The Colorado Health Institute is a non-profit that has, in their words, “provided evidence-based data and information to inform policy, advance health, promote collaboration and support better access to care for all Coloradans.” Every two years, they conduct the Colorado Health Access Survey which provides insights on how Coloradans receive health care coverage. Using their 2017 survey with additional data-points from TRICARE and the self-funded estimate of 30% of insured lives, we can estimate the number and percentage of Coloradans impacted by the $100 insulin copay cap.

We can estimate that the $100 insulin copay cap would only impact around 25% of Coloradans with diabetes. And, that’s only if the proportion of the types of health care plans of Coloradans as a whole translates to the population with diabetes. Of that 25%, it remains unclear how many are paying more than $100 a month for insulin currently. These are the only cases where the bill could have a positive, rather than neutral, impact.
The Power Dynamics
Despite the title of the bill, a $100 insulin copay cap does not reduce insulin prices. Insulin prices are the list and retail prices, where a retail price is what someone with diabetes would have to pay today to get a vial of insulin from a pharmacy paying entirely out of pocket without coverage. The retail price is indexed off of the list price, the price set by the insulin manufactures.

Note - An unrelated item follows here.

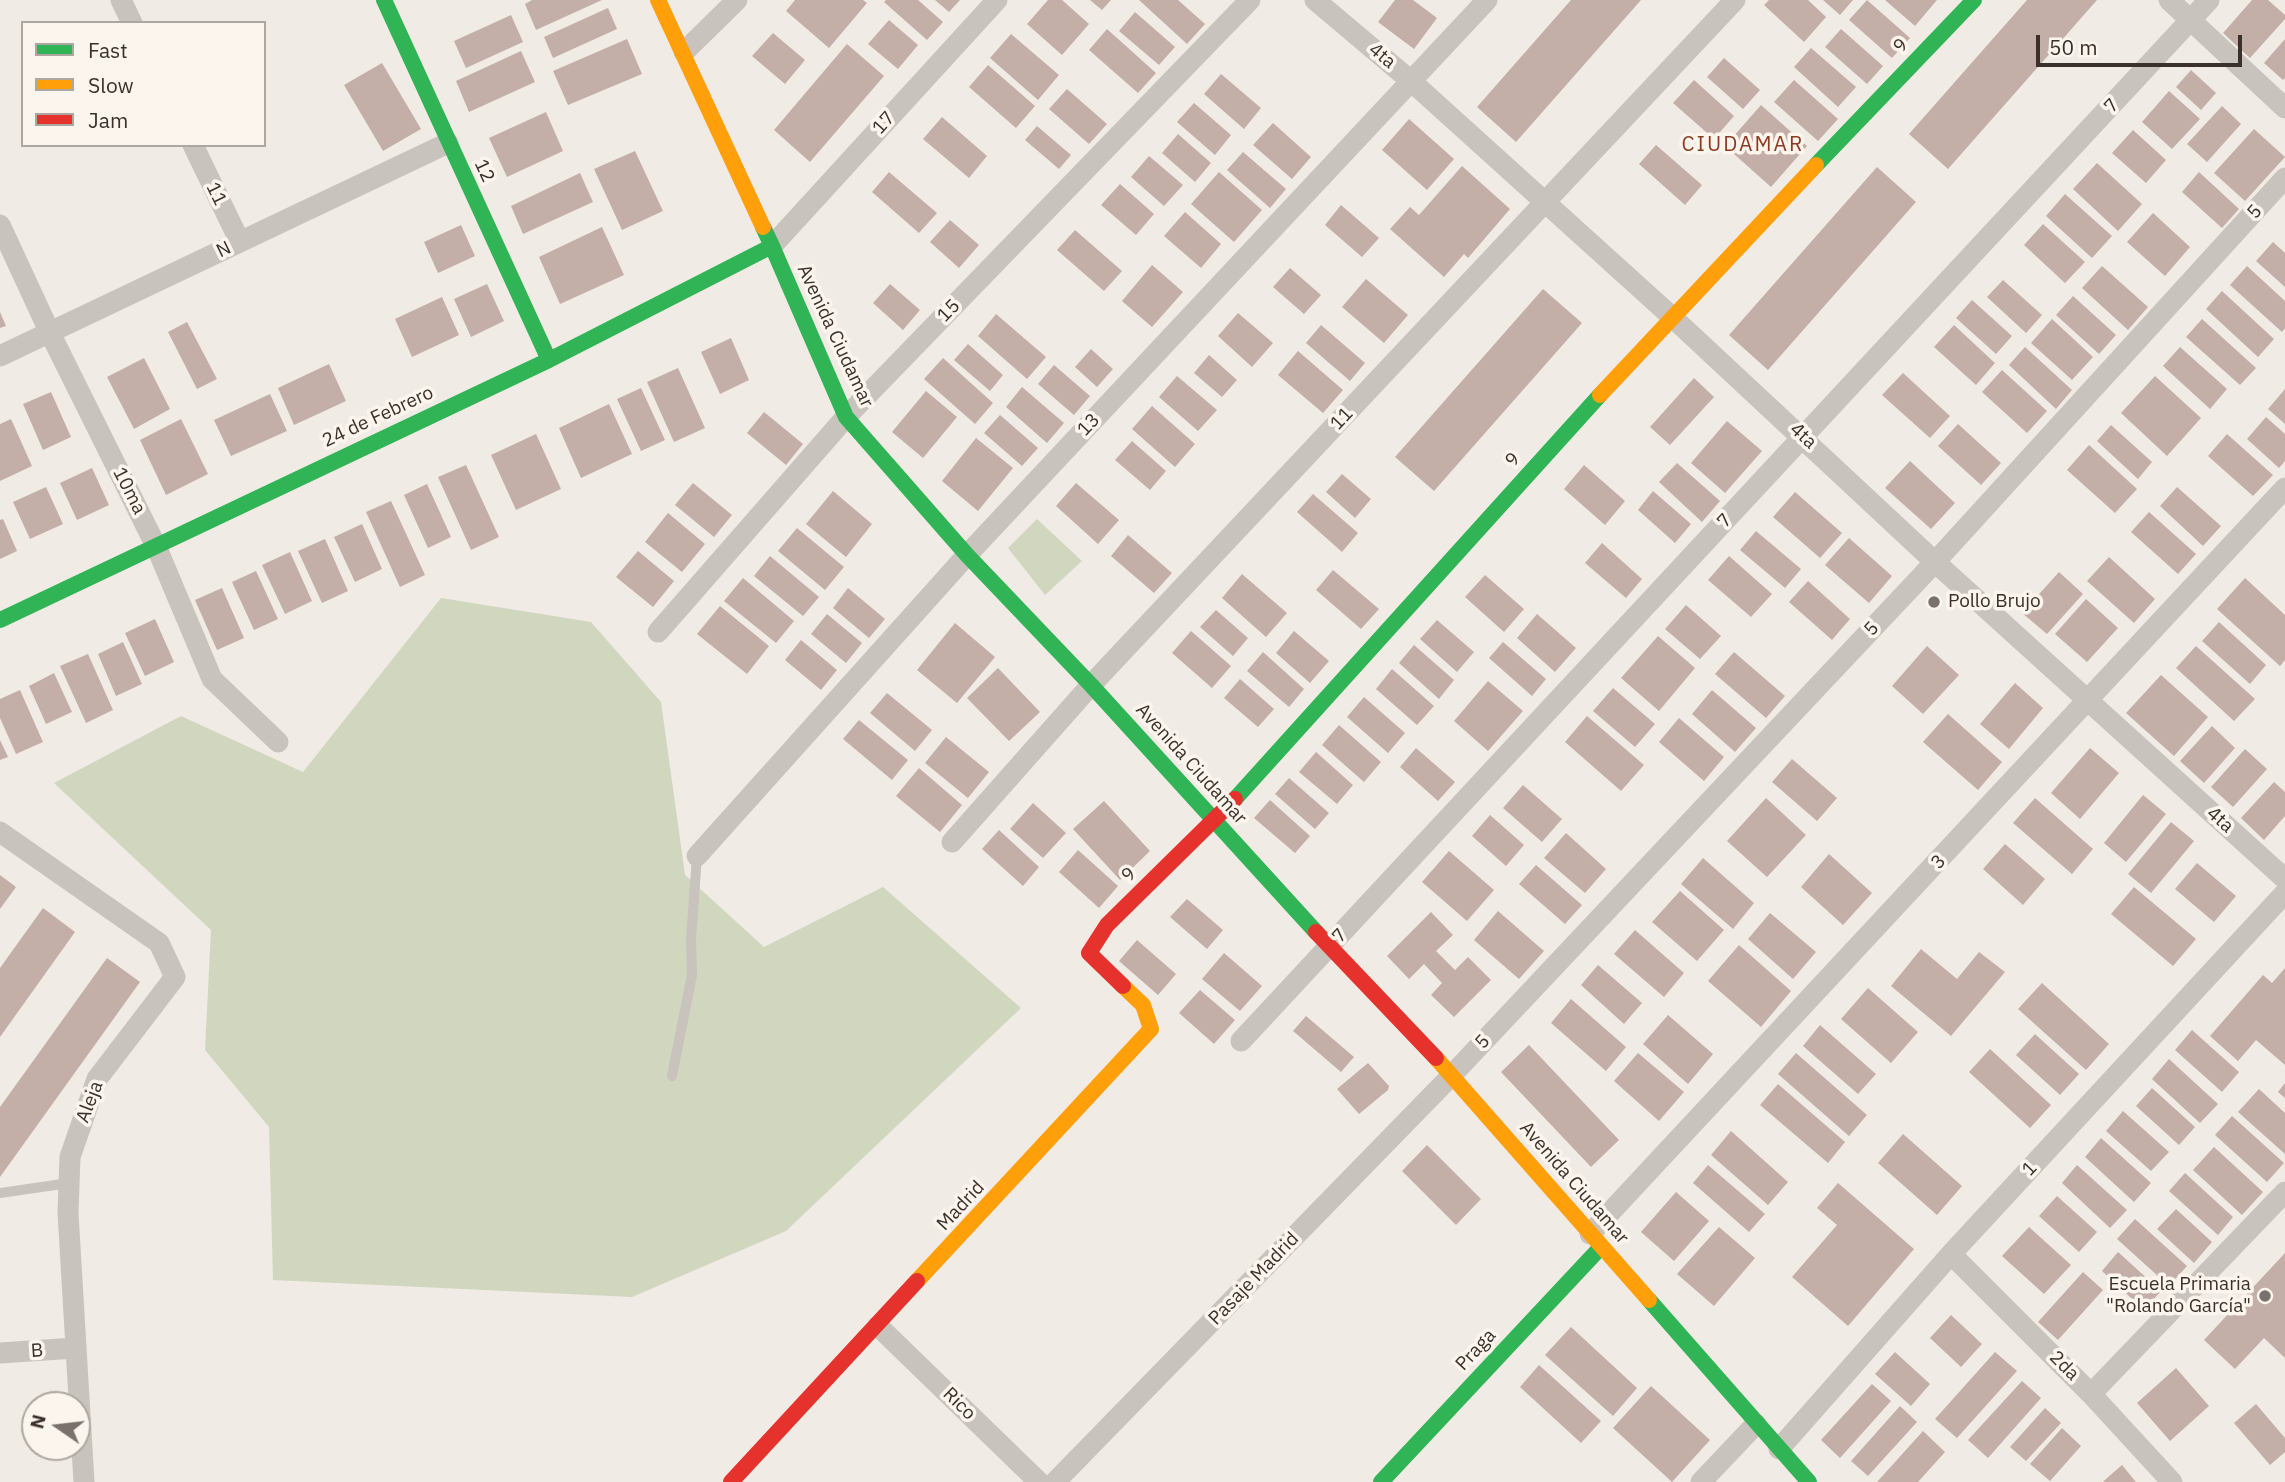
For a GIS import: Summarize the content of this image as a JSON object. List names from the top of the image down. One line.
{"streets":{"main road":["9","12","Avenida Ciudamar","24 de Febrero","Madrid","Praga"],"street":["4ta","7","17","11","5","N","15","13","10ma","3","Aleja","1","Pasaje Madrid","B","2da","Rico"]},"crossings":[["9","4ta"],["9","Avenida Ciudamar"],["9","Madrid"],["4ta","7"],["4ta","11"],["4ta","5"],["4ta","13"],["4ta","3"],["7","Avenida Ciudamar"],["17","Avenida Ciudamar"],["17","24 de Febrero"],["12","N"],["12","24 de Febrero"],["11","N"],["11","Avenida Ciudamar"],["5","Avenida Ciudamar"],["5","Pasaje Madrid"],["N","10ma"],["15","Avenida Ciudamar"],["Avenida Ciudamar","24 de Febrero"],["Avenida Ciudamar","13"],["Avenida Ciudamar","3"],["Avenida Ciudamar","1"],["Avenida Ciudamar","Pasaje Madrid"],["Avenida Ciudamar","Praga"],["24 de Febrero","10ma"],["3","Praga"],["Aleja","B"],["1","2da"],["Madrid","Rico"]],"districts":["CIUDAMAR"],"places":["Pollo Brujo","Escuela Primaria \"Rolando García\""],"legend":["Fast","Slow","Jam"],"scale_bar":"50 m","north":"left"}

Insulin manufactures, insurers and pharmacy benefit managers all profit more when list prices are higher. CO HB19-1216 in no way limits or otherwise impacts the power insulin manufacturers have to set the price of insulin. The bill does constrain ways for some insurers to profit off of the high list price for insulin. But, because copays are not the only way insurers can produce revenue, insurers have the power to make up the difference by way of increasing insurance premiums. The cost of insulin to patients who are positively impacted by this bill by way of copay reductions could see their costs for insulin shifted elsewhere over time.
Ultimately, the “Reduce Insulin Prices” bill does not reduce insulin prices, positively impacts few Coloradans with diabetes and does not take away power from any players in the health care system. As more representatives look to CO HB19-1216 as a potential model for their own state, it is direly important to understand the actual impact on people with diabetes and look for ways to make this bill better — by actually taking away power from insulin manufacturers, insurers and pharmacy benefit managers or by actually expanding access to the people with diabetes who are the most marginalized.